Problems from Ukrainian Authors

We are given the following inequalities: $$1+2abc\ge a^2+b^2+c^2\text{ and }1+2xyz\ge x^2+y^2+z^2,(1)$$ and we need to show that the following inequality holds: $$1+2abcxyz\ge (ax{)}^2+(by{)}^2+(cz{)}^2.(2)$$ First observation: we can assume that all numbers are non-negative. Indeed, if $abcxyz\ge 0$, then after taking the absolute values the inequality (2) does not change, while the inequalities (1) can only become stronger. If $abcxyz<0$, then either $abc<0$ or $xyz<0$; without loss of generality, assume the former, then $$1+2abcxyz\ge 1+2abc\ge a^2+b^2+c^2\ge (ax{)}^2+(by{)}^2+(cz{)}^2.$$ Next, we can assume without loss of generality that $a\le b\le c$. Inequalities (1) and the left-hand side of (2) are invariant to the permutation of $x,y,z$. From the inequality for ordered tuples we get that the right-hand side of (2) is maximized when $x\le y\le z$, hence, it is enough to prove the statement only for this case.

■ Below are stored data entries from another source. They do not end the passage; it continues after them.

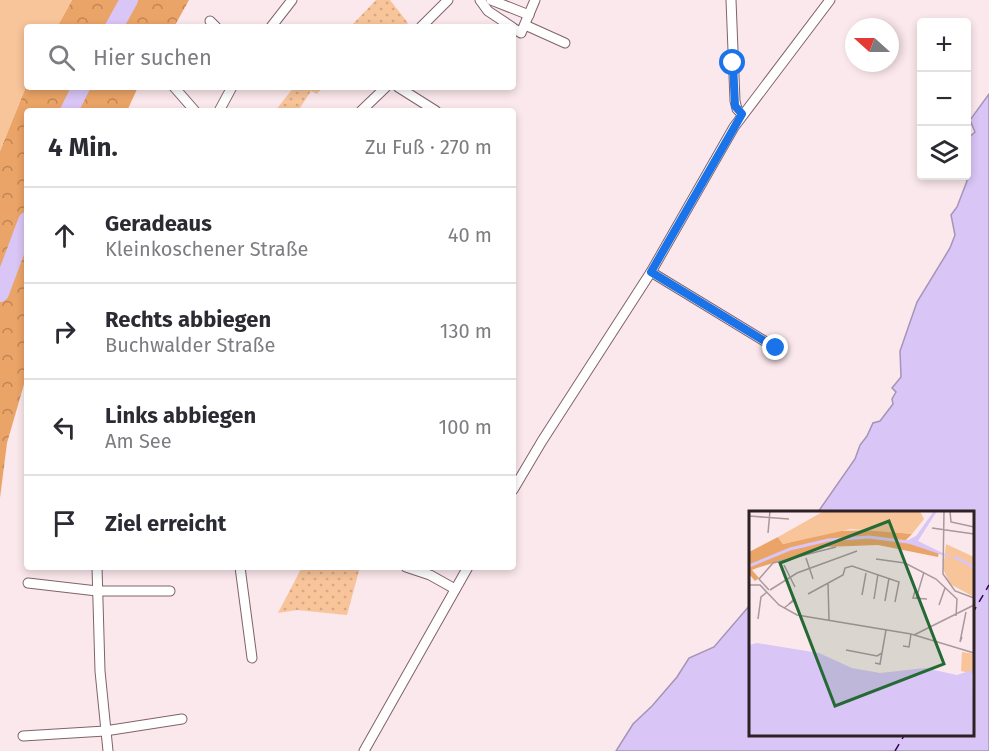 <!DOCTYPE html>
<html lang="de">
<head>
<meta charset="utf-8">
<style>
	:root { --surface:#fff; --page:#f7f7f7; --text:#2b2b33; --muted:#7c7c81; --line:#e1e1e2 }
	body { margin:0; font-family:"Fira Sans",sans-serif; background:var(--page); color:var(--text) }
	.controls { position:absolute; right:18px; top:18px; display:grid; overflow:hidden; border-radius:6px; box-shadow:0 3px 9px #0003 }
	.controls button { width:54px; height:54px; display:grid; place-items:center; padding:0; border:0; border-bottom:2px solid var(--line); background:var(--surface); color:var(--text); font:30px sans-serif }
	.compass { position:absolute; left:845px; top:18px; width:54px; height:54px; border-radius:50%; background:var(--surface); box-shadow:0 3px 9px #0003; rotate:291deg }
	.stop { position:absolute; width:18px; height:18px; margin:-14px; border:4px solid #1a73e8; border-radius:50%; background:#fff }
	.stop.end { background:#1a73e8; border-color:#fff; box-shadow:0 2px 6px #0008 }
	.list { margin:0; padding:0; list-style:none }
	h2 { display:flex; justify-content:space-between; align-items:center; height:78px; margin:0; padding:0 24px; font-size:26px }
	h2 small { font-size:20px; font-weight:400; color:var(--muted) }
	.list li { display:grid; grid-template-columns:39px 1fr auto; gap:18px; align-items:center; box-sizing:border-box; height:96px; padding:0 24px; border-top:2px solid var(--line) }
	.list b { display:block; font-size:22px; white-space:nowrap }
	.list p { margin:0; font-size:20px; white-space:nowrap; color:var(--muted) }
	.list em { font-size:20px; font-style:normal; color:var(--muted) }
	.icon { flex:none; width:33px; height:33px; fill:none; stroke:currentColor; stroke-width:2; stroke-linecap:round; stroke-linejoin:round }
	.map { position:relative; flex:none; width:989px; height:751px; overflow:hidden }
	.search { position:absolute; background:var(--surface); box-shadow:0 3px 9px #0003; left:24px; top:24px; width:492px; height:66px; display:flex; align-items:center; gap:15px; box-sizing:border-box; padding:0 21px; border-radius:6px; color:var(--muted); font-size:22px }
	.panel { position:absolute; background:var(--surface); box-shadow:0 3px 9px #0003; left:24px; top:108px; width:492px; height:462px; border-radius:6px }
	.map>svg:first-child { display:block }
	.grass { fill:url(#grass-dots) }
	.forest { fill:url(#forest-crowns) }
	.green { fill:#f8c49a }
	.water { fill:#d9c5f6; stroke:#a594b7; stroke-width:1.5 }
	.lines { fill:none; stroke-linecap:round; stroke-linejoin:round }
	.river { stroke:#d9c5f6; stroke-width:18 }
	.ferry { stroke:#390262; stroke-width:1.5; stroke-dasharray:8 6; stroke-linecap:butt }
	.minor-casing { stroke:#7f636a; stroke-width:11 }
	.minor { stroke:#fff; stroke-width:9 }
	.route { stroke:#1a73e8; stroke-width:8 }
	.inset-river { fill:none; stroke:#d9c5f6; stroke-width:3 }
	.inset-road { fill:none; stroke:#a9989c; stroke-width:1.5 }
	.view { fill:#256934; fill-opacity:0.15; stroke:#256934; stroke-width:3 }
	.inset-edge { fill:none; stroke:#2d2124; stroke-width:3 }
</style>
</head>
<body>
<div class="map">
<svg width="989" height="751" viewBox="0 0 989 751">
	<defs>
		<pattern id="grass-dots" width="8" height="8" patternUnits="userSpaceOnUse" patternTransform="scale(1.5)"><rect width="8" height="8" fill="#f8c49a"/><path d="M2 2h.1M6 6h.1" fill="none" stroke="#d5a885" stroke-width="1.8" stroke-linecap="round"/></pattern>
		<pattern id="forest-crowns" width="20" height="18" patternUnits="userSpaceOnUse" patternTransform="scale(1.5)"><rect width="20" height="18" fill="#eba467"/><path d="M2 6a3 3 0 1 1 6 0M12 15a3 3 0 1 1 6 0" fill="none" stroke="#bf8555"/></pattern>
	</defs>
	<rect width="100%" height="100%" fill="#fbe8ec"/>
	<g class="grass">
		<path d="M376,0H390L408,23L404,27H397L394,24L391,27H350Z"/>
		<path d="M294,87H323L317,94L311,91L298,111H275Z"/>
		<path d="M302,567H360L347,615L297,610L278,613Z"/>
	</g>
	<g class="forest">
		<path d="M72,0H189L174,27H57Z"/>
		<path d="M27,84V87H138L127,111H27V374L7,443L0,498V151Z"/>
	</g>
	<path class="green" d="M0,0H72L57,27H27V84L0,151Z"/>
	<path class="water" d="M989,94V751H616L633,724L652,706L677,677L689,658L714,647L750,605V734H972V512H818L855,459L860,445L867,436L873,423L880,421L893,404L892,399L896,392L892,388L901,377L900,351L917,302L950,248L955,235L951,215L957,207L967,181L964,176H966L967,139L975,132L970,120Z"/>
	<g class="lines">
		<g class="river">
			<path d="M114,27L129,0"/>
			<path d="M69,111L81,87"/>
			<path d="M0,293L27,221"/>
		</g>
		<g class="ferry">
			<path d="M972,614L989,585"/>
			<path d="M895,751L905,734"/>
		</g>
		<g class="minor-casing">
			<g id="minor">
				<path d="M480,0L488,11L512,27"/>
				<path d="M491,0L529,15"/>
				<path d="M731,0L735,101L737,109L742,114"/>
				<path d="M210,21L216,27"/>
				<path d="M525,25L565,43"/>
				<path d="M271,27L292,0"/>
				<path d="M421,27L448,0"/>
				<path d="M513,28L521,33L535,0"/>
				<path d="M174,87L195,111"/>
				<path d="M398,87L436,111"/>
				<path d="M219,111L232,87"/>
				<path d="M361,111L386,87"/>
				<path d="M651,272L776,348"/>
				<path d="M513,490L542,441L651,272L734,127L830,0"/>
				<path d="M97,567L100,671L108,751"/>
				<path d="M240,567L252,658"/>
				<path d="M406,567L430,575L455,589"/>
				<path d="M28,583L97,591H170"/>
				<path d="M23,736L105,731L182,719"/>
				<path d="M364,751L468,567"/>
			</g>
		</g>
		<use href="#minor" class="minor"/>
	</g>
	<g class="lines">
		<path class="route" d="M733,63L735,106L742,114L651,272L776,348"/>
	</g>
	<g transform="translate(749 511)">
		<rect width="225" height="225" fill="#fbe8ec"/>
		<path d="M197,33L225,46V86L201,73L194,58Z" fill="#f8c49a"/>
		<path d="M130,19L163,23L155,31L190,41L189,46L129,34L76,36L8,57L3,59L10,67L6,70L0,63V41L29,26L34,33L85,20Z" fill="#eba467"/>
		<path d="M75,0H171L175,8L163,23L102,18L34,33L29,26ZM213,141L225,143V163L212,160Z" fill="#f8c49a"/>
		<path d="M185,0H188L169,30L208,49L155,31L167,25ZM8,132L70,142L103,157L131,162L176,157L208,164L223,159L225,225H0V134Z" fill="#d9c5f6"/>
		<path class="inset-river" d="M206,46L225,56M0,55L41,38L79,29L120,26L159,31M0,169L225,203"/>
		<path class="inset-road" d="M195,0L194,63L206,80L225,87M201,0L202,11L225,16M0,5L40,8M183,17L225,23M19,22L21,0M57,47L64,68M127,48L156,52L187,68L208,88L207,105M35,54L46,76M79,72L80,109M0,74H11L30,94L48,104L162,123L225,142M20,79L10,68L24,52L87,36M21,79L48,62L108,40M166,80L164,87L178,88M59,83L94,64L96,57L103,55L150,71L146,91M113,84L117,62M125,88L129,63M167,88L175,61M136,90L140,67M190,94L196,77M35,97L39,94L46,89L45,88L39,94M9,108L12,86L18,81M165,124L225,94M213,126L211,131L217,101M154,135L160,136L162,123M97,139L128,145L133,142M126,152L131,153L137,119"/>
		<path class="view" d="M140,10L195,153L86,195L31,52Z"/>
		<rect width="225" height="225" class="inset-edge"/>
	</g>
</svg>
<div class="controls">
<button>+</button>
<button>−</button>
<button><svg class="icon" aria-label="layers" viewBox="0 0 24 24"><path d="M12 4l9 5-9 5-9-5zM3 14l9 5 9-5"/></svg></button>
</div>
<svg class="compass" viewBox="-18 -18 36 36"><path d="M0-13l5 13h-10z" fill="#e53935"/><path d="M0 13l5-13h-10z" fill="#7c7c81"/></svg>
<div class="stop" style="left:733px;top:63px"></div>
<div class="stop end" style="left:776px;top:348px"></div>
<div class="search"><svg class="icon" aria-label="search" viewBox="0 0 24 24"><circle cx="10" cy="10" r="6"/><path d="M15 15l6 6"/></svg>Hier suchen</div>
<section class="panel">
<h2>4 Min.<small>Zu Fuß · 270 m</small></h2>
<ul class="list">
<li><svg class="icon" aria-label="ahead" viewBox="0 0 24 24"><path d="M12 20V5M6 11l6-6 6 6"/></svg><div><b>Geradeaus</b><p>Kleinkoschener Straße</p></div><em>40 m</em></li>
<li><svg class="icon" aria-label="right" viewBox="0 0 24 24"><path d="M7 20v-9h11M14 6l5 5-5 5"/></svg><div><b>Rechts abbiegen</b><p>Buchwalder Straße</p></div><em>130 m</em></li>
<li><svg class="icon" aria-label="left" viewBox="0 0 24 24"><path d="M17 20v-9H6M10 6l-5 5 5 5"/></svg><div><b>Links abbiegen</b><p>Am See</p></div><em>100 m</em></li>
<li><svg class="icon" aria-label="arrive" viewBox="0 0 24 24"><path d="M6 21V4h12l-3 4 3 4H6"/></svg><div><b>Ziel erreicht</b></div></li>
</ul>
</section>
</div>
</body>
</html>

Solving the inequality (2) as quadratic w.r.t. $cz$, we get the equivalent inequality: $$abxy-\sqrt{(1-a^2{x}^2)(1-b^2{y}^2)}\le cz\le abxy+\sqrt{(1-a^2{x}^2)(1-b^2{y}^2)}.$$ The inequality on the left is obvious since $cz\ge ax\ge abxy$. Let us prove the inequality on the right. By solving the inequalities (1) as quadratic w.r.t. $c$ and $z$, we get $$c\le ab+\sqrt{(1-a^2)(1-b^2)}\text{ and }z\le xy+\sqrt{(1-x^2)(1-y^2)}.$$ Thus, it is enough to show that $$(ab+\sqrt{(1-a^2)(1-b^2)})(xy+\sqrt{(1-x^2)(1-y^2)})\le abxy+\sqrt{(1-a^2{x}^2)(1-b^2{y}^2)}.(3)$$ Suppose that some of the numbers $a,b,x,y$ are equal to 1. Taking into account that $a\le b$ and $x\le y$, it is enough to consider the case $b=1$ (the case $y=1$ is similar). The inequality (3) becomes $$a\sqrt{(1-x^2)(1-y^2)}\le \sqrt{(1-a^2{x}^2)(1-y^2)},$$ which is now obvious since $a\le 1,1-a^2{x}^2\ge 1-x^2$. Now, suppose that none of the numbers is equal to 1. By expanding the brackets in the left-hand side and dividing by $\sqrt{(1-a^2)(1-b^2)(1-x^2)(1-y^2)}$, we get after minor simplifications the equivalent inequality: $$1+AB+XY\le \sqrt{(1+A^2+X^2)(1+B^2+Y^2)},$$ where $A=\frac{a}{\sqrt{1-a^2}},B=\frac{b}{\sqrt{1-b^2}},X=\frac{x}{\sqrt{1-x^2}},Y=\frac{y}{\sqrt{1-y^2}}$. And the last inequality is a partial case of the Cauchy-Schwarz inequality.